COMMUNITY groups in Helensburgh and Lomond have been urged to work together to tackle the problem of marine litter on the area’s beaches – and not to wait for government help to do so.

A “litter summit” held in the Victoria Halls this week was told there was little prospect of a quick solution to the problem – but that that shouldn’t prevent local groups taking their own measures to address the issue.

Monday’s event was organised in the wake of community beach cleans held across the Helensburgh and Lomond area earlier this year – and amid mounting concern at the problem, which is particularly acute in Loch Long and the Gare Loch.

Among around 60 people present at the summit was Helensburgh community councillor John Tacchi, who said: “We’ve got to do this together and do it ourselves, because no-one else is going to do it for us.

“If we are to attract funding to the area, from whatever source, the community must form itself into a group. It must then decide what it wants to do and how it’s going to do it. Then you form yourself into a charity, and then you’re rolling.

“The Hermitage Park project grew out of a few people being challenged to go to the park for a clean-up one morning. From that has sprung a group which got just under £3 million in lottery funding.

“It became a joint effort with the council, but it was basically started off by about ten people in the town. Out of the hard graft of ordinary people came something remarkable.”

The summit also heard from the ranger of the Beachwatch Bute charity, set up in 1998 to keep the beaches on the Clyde’s second-largest island free of marine litter.

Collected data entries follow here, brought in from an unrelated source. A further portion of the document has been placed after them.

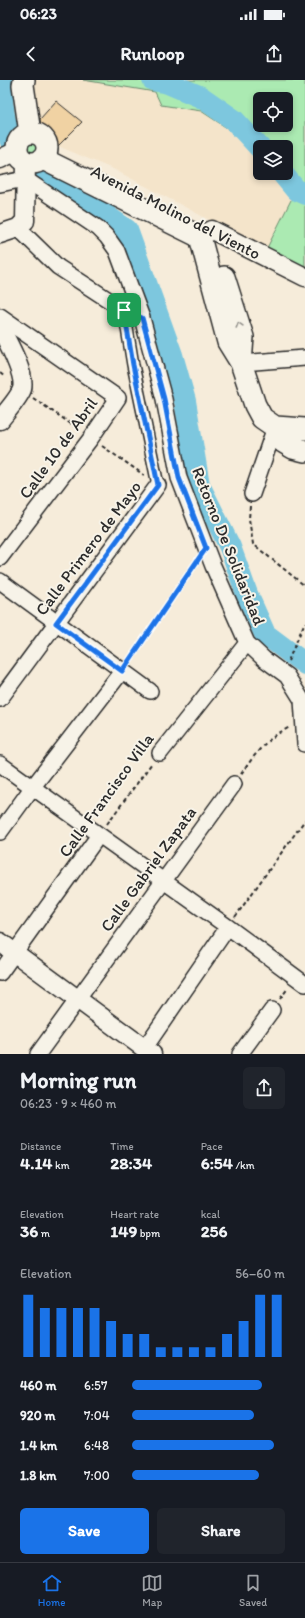 <!DOCTYPE html>
<meta charset="utf-8">
<style>
body{margin:0;font-family:Itim,sans-serif;background:#20242c;color:#f1f3f6;height:100vh;display:flex;flex-direction:column;font-size:15px;white-space:nowrap}
*{box-sizing:border-box;margin:0}
p{font-size:13px;color:#9ea1a6}
.icon{flex:none;width:22px;height:22px;fill:none;stroke:currentColor;stroke-width:2;stroke-linecap:round;stroke-linejoin:round}
.map{position:relative;height:974px;overflow:hidden}
.panel{display:flex;flex-direction:column;background:#171b24;flex:1}
.panel>*{flex:none}
.buttons{position:absolute;left:253px;top:12px;display:grid;gap:8px}
.buttons a{display:grid;place-items:center;width:40px;height:40px;border-radius:6px;background:#171b24;box-shadow:0 2px 6px #0003;font-size:20px}
.pin{position:absolute;display:grid;place-items:center;width:34px;height:34px;color:#fff;margin:-17px;border-radius:8px;box-shadow:0 2px 6px #0006}
.round{display:grid;place-items:center;flex:none;width:42px;height:42px;border-radius:6px;background:#20242c}
.overview{display:flex;align-items:center;justify-content:space-between;height:68px;padding:0 20px}
h1{font-size:22px;font-weight:700;line-height:30px}
.stats{display:grid;grid-template-columns:repeat(3,1fr);gap:6px;height:68px;padding:4px 20px}
.stats div{display:grid;align-content:center}
.stats b{font-size:17px;font-weight:700}
.stats small{font-size:11px;font-weight:400}
.stats p{font-size:11px}
.chart{height:112px;padding:8px 20px}
.chart p{display:flex;justify-content:space-between}
.chart svg{width:100%;height:72px;margin-top:4px;stroke:#1a73e8;stroke-width:6}
.cta{display:flex;gap:8px;margin-top:auto;padding:8px 20px}
.cta a{flex:1;height:46px;border-radius:6px;background:#1a73e8;color:#fff;font-size:16px;font-weight:700;line-height:46px;text-align:center}
.cta a+a{background:#20242c;color:#f1f3f6}
ul{padding:0 20px;list-style:none;font-size:13px}
li{display:grid;grid-template-columns:64px 48px 1fr;align-items:center;height:30px}
li i{height:10px;border-radius:5px;background:#1a73e8}
.status{display:flex;justify-content:space-between;align-items:center;height:28px;padding:0 20px;background:#171b24;direction:ltr}
.status svg{height:11px;fill:currentColor}
header{display:flex;justify-content:space-between;align-items:center;height:52px;padding:0 20px;background:#171b24;font-size:18px;font-weight:700}
.tab-bar{display:flex;justify-content:space-around;align-items:center;height:56px;border-top:1px solid #363941;background:#171b24;font-size:11px;color:#9ea1a6}
.tab-bar a{display:grid;justify-items:center;gap:2px}
.tab-bar .active{color:#1a73e8}
.map>svg:first-child{display:block}
</style>
<div class="status"><b>06:23</b><svg viewBox="0 0 49 12"><path d="M0 12V9h3v3zM5 12V6h3v6zM10 12V3h3v9zM15 12V0h3v12zM26 1h20v11H26zM47 4h2v5h-2z"/></svg></div>
<header><svg class="icon" aria-label="back" viewBox="0 0 24 24"><path d="M15 5l-7 7 7 7"/></svg>Runloop<svg class="icon" aria-label="share" viewBox="0 0 24 24"><path d="M12 15V3M7 8l5-5 5 5M5 13v7h14v-7"/></svg></header>
<div class="map">
<svg width="305" height="974" viewBox="0 0 305 974">
<rect width="100%" height="100%" fill="#f6ecda"/>
<filter id="ink" filterUnits="userSpaceOnUse"><feTurbulence type="fractalNoise" baseFrequency=".025" numOctaves="2"/><feDisplacementMap in="SourceGraphic" scale="8" xChannelSelector="R" yChannelSelector="G"/><feConvolveMatrix kernelMatrix="1 2 1 2 8 2 1 2 1" color-interpolation-filters="sRGB"/></filter>
<g filter="url(#ink)">
<path fill="#f4e4ca" d="M32 0H83L155 12 161 25 201 31 245 60 260 74V93H279L296 110 266 170 115 90 58 66 82 42 56 21 35 45Z"/>
<path fill="#abeab2" stroke="#6b8a6e" fill-rule="evenodd" d="M0 0H15L12 14 0 20Z
M83 0H305V190L266 170 296 110 279 93H286V67H260V74L245 60 201 31 161 25 155 12ZM260 19H286V45H260Z
M36 56C42 60 45 63 44 71L32 82 19 65 25 57Z"/>
<g fill="none" stroke-linecap="round" stroke-linejoin="round">
<path stroke="#7dc7de" stroke-width="22" d="M2 0C1 20 4 43 11 62
M153 0 168 3 201 17 234 40 260 68
M34 93 88 123 127 150 172 275 185 321 199 405 230 467 247 514 265 554 305 584
M282 93 296 110 305 114"/>
</g>
<path fill="#f0d2a3" stroke="#2b2b2b" d="M56 21 82 42 58 66 42 52 40 39Z"/>
<g fill="none" stroke-linecap="round" stroke-linejoin="round">
<defs>
<path id="pedestrian" d="M124 230 133 285 158 405"/>
<path id="minor" d="M0 104 25 99 98 148 107 157 117 171 142 238 164 319 179 398 213 486 247 563 264 579 287 596 302 620 305 664
M18 148 58 187 124 230 142 238
M0 236 118 318 91 358 0 478
M241 283 305 278
M252 414 275 347
M0 501 150 611
M0 619 158 405
M160 673 247 563
M0 684 228 847 305 904
M0 752 32 708 122 591
M0 893 99 755
M144 969 228 847
M38 974 234 704
M240 974 272 930"/>
<path id="tertiary" d="M0 79 17 71
M0 154 18 148 25 141 26 82
M200 157 212 150 305 197
M0 247C7 261 26 294 22 309 19 318 6 332 0 340
M0 862 152 974"/>
<path id="secondary" d="M24 0 23 5 30 53
M17 68a15 15 0 1 1 30 0a15 15 0 1 1-30 0Z
M43 79 200 157 228 262 241 283 255 325 262 338 275 347 283 362 293 368 305 371
M224 197 243 257 241 283
M275 347 305 349"/>
</defs>
<use href="#pedestrian" stroke="#2b2b2b" stroke-width="14"/>
<use href="#minor" stroke="#2b2b2b" stroke-width="18"/>
<use href="#tertiary" stroke="#2b2b2b" stroke-width="21"/>
<use href="#secondary" stroke="#2b2b2b" stroke-width="24"/>
<path stroke="#2b2b2b" stroke-width="2" stroke-dasharray="4 3" stroke-linecap="butt" d="M0 293 5 297
M33 318 80 350
M102 366 144 395
M250 426 249 439 253 464 305 506
M130 580 197 481
M288 581 305 542
M241 694C257 672 264 660 290 647
M107 744 152 683
M235 837 305 740
M280 919 288 908"/>
<use href="#pedestrian" stroke="#f7f3e8" stroke-width="11"/>
<use href="#minor" stroke="#f7f3e8" stroke-width="15"/>
<use href="#tertiary" stroke="#f7f3e8" stroke-width="18"/>
<use href="#secondary" stroke="#f7f3e8" stroke-width="21"/>
</g>
<defs><path id="oneway-chevron" d="M-2-3.5L2.5 0L-2 3.5" fill="none" stroke-width="1.6" stroke-linecap="round" stroke-linejoin="round"/></defs>
<use stroke="#918f8a" href="#oneway-chevron" transform="translate(239 245) rotate(-107)"/>
</g>
<g fill="none" stroke-linecap="round" stroke-linejoin="round" filter="url(#ink)">
<defs>
<path id="route" d="M124 230 142 238 164 319 179 398 206 468 122 591 56 543 158 405 133 285Z"/>
</defs>
<use href="#route" stroke="#fff" stroke-width="8"/>
<use href="#route" stroke="#1a73e8" stroke-width="5"/>
</g>
<g text-anchor="middle" stroke-width="4" stroke-linejoin="round" paint-order="stroke">
<g font-size="17" fill="#2b2b2b" stroke="#f7f3e8">
<text transform="translate(176 132) rotate(27)" y="6">Avenida Molino del Viento</text>
<text transform="translate(58 368) rotate(-54)" y="6">Calle 10 de Abril</text>
<text transform="translate(229 466) rotate(68)" y="6">Retorno De Solidaridad</text>
<text transform="translate(88 468) rotate(-53)" y="6">Calle Primero de Mayo</text>
<text transform="translate(106 715) rotate(-54)" y="6">Calle Francisco Villa</text>
<text transform="translate(148 789) rotate(-54)" y="6">Calle Gabriel Zapata</text>
</g>
</g>
</svg>
<div class="buttons">
<a><svg class="icon" aria-label="locate" viewBox="0 0 24 24"><circle cx="12" cy="12" r="6"/><path d="M12 2v4M12 18v4M2 12h4M18 12h4"/></svg></a>
<a><svg class="icon" aria-label="layers" viewBox="0 0 24 24"><path d="M12 4l9 5-9 5-9-5zM3 14l9 5 9-5"/></svg></a>
</div>
<div class="pin" style="left:124px;top:230px;background:#1e9e55"><svg class="icon" aria-label="arrive" viewBox="0 0 24 24"><path d="M6 21V4h12l-3 4 3 4H6"/></svg></div>
</div>
<section class="panel">
<div class="overview"><div><h1>Morning run</h1><p>06:23 · 9 × 460 m</p></div><a class="round"><svg class="icon" aria-label="share" viewBox="0 0 24 24"><path d="M12 15V3M7 8l5-5 5 5M5 13v7h14v-7"/></svg></a></div>
<div class="stats">
<div><p>Distance</p><b>4.14<small> km</small></b></div>
<div><p>Time</p><b>28:34</b></div>
<div><p>Pace</p><b>6:54<small> /km</small></b></div>
</div>
<div class="stats">
<div><p>Elevation</p><b>36<small> m</small></b></div>
<div><p>Heart rate</p><b>149<small> bpm</small></b></div>
<div><p>kcal</p><b>256</b></div>
</div>
<div class="chart"><p><span>Elevation</span>56–60 m</p>
<svg viewBox="0 0 160 44" preserveAspectRatio="none"><path d="M5 44V6M15 44V14M25 44V14M35 44V14M45 44V14M55 44V22M65 44V30M75 44V30M85 44V38M95 44V38M105 44V38M115 44V38M125 44V30M135 44V22M145 44V6M155 44V6"/></svg>
</div>
<ul>
<li><b>460 m</b>6:57<i style="width:85%"></i></li>
<li><b>920 m</b>7:04<i style="width:80%"></i></li>
<li><b>1.4 km</b>6:48<i style="width:93%"></i></li>
<li><b>1.8 km</b>7:00<i style="width:83%"></i></li>
</ul>
<div class="cta"><a>Save</a><a>Share</a></div>
</section>
<nav class="tab-bar">
<a class="active"><svg class="icon" aria-label="home" viewBox="0 0 24 24"><path d="M3 11l9-7 9 7M6 9v11h12V9"/></svg>Home</a>
<a><svg class="icon" aria-label="map" viewBox="0 0 24 24"><path d="M3 6l6-2 6 2 6-2v14l-6 2-6-2-6 2zM9 4v14M15 6v14"/></svg>Map</a>
<a><svg class="icon" aria-label="saved" viewBox="0 0 24 24"><path d="M7 4h10v16l-5-4-5 4z"/></svg>Saved</a>
</nav>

Sandra MacMillan said: “Bute is in a very bad location for marine litter – whichever way the wind blows, the island gets litter

“When I started working with Beachwatch Bute, the charity was a well-kept secret, and I realised that needed to change.

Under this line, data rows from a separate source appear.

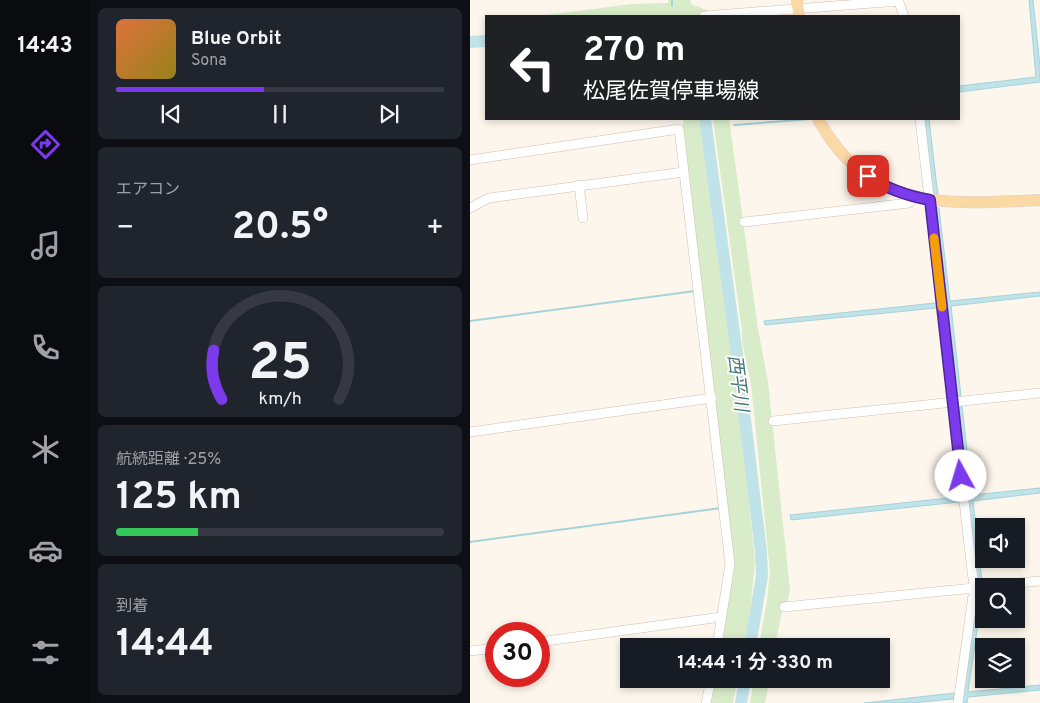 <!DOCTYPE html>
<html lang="ja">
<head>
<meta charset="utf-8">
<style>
  body { margin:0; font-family:Overpass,"Noto Sans JP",sans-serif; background:#20242c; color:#f1f3f6; height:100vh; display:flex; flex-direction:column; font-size:19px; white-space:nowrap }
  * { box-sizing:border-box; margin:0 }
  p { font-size:16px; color:#9ea1a6 }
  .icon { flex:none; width:28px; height:28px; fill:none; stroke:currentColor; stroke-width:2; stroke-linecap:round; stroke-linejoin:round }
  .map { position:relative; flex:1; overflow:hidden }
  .drawer { display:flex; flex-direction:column; gap:8px; padding:8px; background:#0d0f14; width:380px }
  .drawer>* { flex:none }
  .hud { position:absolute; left:15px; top:15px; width:475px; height:105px; border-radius:0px; box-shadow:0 2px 8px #0003; background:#202124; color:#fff; overflow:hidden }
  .buttons { position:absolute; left:505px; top:518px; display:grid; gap:10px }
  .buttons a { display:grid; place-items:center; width:50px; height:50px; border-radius:0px; background:#171b24; box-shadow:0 2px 8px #0003; font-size:25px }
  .speed { position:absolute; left:15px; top:622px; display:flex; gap:10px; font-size:25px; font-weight:700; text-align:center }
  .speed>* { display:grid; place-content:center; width:65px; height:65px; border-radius:50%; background:#171b24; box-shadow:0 2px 8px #0003; line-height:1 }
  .speed .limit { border:8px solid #d22; background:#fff; color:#111 }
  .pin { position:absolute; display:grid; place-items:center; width:42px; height:42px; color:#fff; margin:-21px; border-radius:10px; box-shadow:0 2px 8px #0006 }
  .me { position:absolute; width:55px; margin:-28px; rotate:354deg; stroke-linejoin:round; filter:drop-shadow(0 0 4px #0008) }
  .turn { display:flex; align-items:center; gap:18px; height:105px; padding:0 15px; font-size:22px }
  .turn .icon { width:65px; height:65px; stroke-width:2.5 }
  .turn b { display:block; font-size:35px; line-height:42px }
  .big { font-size:38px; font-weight:700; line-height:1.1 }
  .drawer .card { flex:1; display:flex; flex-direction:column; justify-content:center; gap:8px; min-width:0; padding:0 18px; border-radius:8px; background:#20242c }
  .drawer .dial { align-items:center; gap:0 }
  .dial svg { height:130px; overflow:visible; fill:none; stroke:#363941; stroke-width:7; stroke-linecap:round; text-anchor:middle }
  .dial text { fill:#f1f3f6; stroke:none }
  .song { display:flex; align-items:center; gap:15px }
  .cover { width:60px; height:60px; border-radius:8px; background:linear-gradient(135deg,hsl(20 70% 55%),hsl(50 70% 35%)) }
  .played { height:5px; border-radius:2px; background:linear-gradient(90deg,#7c3aed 45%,#363941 45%) }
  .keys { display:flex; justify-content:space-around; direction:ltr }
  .heat { display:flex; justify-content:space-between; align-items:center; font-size:28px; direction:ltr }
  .charge { height:8px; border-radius:4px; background:linear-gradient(90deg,#34c759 25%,#363941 0) }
  .trip { position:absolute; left:150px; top:638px; width:270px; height:50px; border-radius:0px; background:#171b24; box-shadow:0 2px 8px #0003; font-weight:700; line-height:50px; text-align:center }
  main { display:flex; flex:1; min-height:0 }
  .dock { display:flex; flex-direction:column; width:90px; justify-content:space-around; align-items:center; background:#090b0e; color:#9ea1a6 }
  .dock .icon { width:35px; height:35px }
  .dock .current { color:#7c3aed }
  .dock b { font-size:22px; color:#f1f3f6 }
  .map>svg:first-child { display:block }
  .green { fill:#d8ecc9 }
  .water { fill:#bfe3e8; stroke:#a5d3da }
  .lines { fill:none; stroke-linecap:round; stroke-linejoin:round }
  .stream { stroke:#a5d3da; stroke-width:2 }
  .river { stroke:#bfe3e8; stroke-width:12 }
  .minor-casing { stroke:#d1beb0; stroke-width:10 }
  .major-casing { stroke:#dad1cd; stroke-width:12 }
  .minor { stroke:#fff; stroke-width:9 }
  .major { stroke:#fbd9a5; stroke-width:11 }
  .route-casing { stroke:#51269a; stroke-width:12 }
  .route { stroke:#7c3aed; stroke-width:9 }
  .slow { stroke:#f59e0b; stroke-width:9 }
  .labels { text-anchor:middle; stroke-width:4; stroke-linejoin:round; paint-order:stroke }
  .water-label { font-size:19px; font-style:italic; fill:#437c86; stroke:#fffaf3 }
</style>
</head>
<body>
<main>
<nav class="dock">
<b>14:43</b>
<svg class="icon current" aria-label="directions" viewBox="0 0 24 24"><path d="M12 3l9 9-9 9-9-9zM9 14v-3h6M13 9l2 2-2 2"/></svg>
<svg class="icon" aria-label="music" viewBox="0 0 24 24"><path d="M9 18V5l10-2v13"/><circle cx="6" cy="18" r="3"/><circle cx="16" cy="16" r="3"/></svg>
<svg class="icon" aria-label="phone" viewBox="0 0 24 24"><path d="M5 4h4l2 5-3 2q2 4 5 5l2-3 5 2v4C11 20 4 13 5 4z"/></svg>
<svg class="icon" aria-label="climate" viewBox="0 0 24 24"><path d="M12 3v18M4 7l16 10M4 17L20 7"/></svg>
<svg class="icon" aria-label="car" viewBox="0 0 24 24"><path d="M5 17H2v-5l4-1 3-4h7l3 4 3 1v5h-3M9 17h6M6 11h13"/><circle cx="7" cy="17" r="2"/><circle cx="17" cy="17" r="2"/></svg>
<svg class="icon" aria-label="filters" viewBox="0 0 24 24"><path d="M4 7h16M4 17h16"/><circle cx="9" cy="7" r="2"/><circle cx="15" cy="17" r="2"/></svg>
</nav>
<section class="drawer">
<div class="card">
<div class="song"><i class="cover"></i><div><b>Blue Orbit</b><p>Sona</p></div></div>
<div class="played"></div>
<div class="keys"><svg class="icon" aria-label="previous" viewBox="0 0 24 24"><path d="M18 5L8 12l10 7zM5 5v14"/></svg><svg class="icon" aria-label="pause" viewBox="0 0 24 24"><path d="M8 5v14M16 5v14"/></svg><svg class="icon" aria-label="next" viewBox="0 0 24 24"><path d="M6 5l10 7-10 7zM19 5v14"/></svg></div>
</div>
<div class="card"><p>エアコン</p>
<div class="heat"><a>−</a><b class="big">20.5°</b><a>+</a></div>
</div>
<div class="card dial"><svg viewBox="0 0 100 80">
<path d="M14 69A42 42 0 1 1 86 69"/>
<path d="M14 69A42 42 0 0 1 9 39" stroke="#7c3aed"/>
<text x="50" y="56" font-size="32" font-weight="700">25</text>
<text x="50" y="72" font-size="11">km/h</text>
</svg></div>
<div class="card"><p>航続距離 · 25%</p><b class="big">125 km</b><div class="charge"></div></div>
<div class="card"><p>到着</p><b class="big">14:44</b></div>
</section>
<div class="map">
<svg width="570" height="703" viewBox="0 0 570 703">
  <rect width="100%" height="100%" fill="#fdf6ec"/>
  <path class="green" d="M198 0H220L221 4 242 12 237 16H69L162 4 198 3Z
    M214 119H229L271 424 285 561 281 604 274 646H250L263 569 212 131Z
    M243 119H259L288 329 298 382 320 590 317 604 312 611 305 646H289L297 600 300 571 281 384 272 342V331Z
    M244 679H268L263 703H240Z
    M284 679H300L295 703H280Z"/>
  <path class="water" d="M559 0H563L570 67V82L489 92V86L566 77Z
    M453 119H459L468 196 462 195Z
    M464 207 469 208 480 301 570 292V296L481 306 502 495 570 488V493L503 501 513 590 498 692 570 685V690L498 697 497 703H492V698L443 703H394L494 692 508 591 498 501 321 520 320 515 497 496 476 307 295 325 294 321 475 302Z"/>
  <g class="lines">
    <path class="stream" d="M202 6V0
      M264 125 341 119
      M0 321 225 291
      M0 542 251 508"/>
    <path class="river" d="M0 42 16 41
      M235 119 268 362 291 552 292 576 280 646
      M271 703 275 679"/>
    <defs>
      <path id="minor" d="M428 0 434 16
        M234 16 429 1
        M450 119 504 588 488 703
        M0 160 209 129 260 564 247 646
        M109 185 113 218
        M0 208 19 198 214 172
        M274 222 439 203 444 197
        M303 421 570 393
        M0 432 242 398
        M517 586 570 581
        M314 607 514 587
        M69 642 251 617
        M0 651 26 648
        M236 703 241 679"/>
      <path id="major" d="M327 0 329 16
        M348 119C400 213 478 204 570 200"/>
    </defs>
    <use href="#minor" class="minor-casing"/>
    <use href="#major" class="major-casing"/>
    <use href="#minor" class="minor"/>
    <use href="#major" class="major"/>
  </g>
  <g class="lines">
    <defs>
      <path id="route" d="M398 176C417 189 438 196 460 200L491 476"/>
    </defs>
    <use href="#route" class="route-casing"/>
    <use href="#route" class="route"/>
    <path class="slow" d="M464 238 472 307"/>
  </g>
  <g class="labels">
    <g class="water-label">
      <text transform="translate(269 383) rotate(83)" y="7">西平川</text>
    </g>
  </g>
</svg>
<div class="buttons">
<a><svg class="icon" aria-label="sound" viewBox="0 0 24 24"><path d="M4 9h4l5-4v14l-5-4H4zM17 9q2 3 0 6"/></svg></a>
<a><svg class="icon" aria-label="search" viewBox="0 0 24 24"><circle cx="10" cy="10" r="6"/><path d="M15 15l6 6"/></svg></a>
<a><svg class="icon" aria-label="layers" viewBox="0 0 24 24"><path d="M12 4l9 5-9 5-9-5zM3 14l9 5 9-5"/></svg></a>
</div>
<div class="speed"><div class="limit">30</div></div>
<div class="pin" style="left:398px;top:176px;background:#d93025"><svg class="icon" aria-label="arrive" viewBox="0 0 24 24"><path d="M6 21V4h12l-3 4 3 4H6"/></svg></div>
<svg class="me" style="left:491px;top:476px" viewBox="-20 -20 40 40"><circle r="19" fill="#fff"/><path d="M0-13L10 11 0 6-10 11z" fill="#7c3aed"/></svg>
<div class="trip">14:44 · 1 分 · 330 m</div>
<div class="hud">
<div class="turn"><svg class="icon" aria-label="left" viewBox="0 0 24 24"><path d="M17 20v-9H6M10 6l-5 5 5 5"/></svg><div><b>270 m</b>松尾佐賀停車場線</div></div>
</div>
</div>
</main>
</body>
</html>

“We now have the backing of the biggest hotel on the island, and we work closely with the Marine Conservation Society, Keep Scotland Beautiful, SEPA and many other agencies

“Our template for a charity really works. You need a good, strong committee, with people from various walks of life and with various skills.

“A good beach ranger is essential to bring everyone together.

“You also need someone who can be trusted to go out there, day in and day out, and work on their own cleaning beaches.

“You soon see an amazing difference if someone is out there doing it every day.”

Helensburgh councillor Ellen Morton, who chaired Monday’s event in her role as Argyll and Bute Council’s policy lead for roads and amenity services, said: “More people turned up than we hoped for, and that’s an indication of how important an issue litter is.”

The meeting also heard from the Clyde Marine Planning Partnership and from Catherine Gemmell of the Marine Conservation Society, who encouraged the local groups present to take part in that organisation’s Great British Beach Clean from September 16 to 19 – a chance to clean beaches and to contribute to a national database on types and quantities of marine litter at the same time.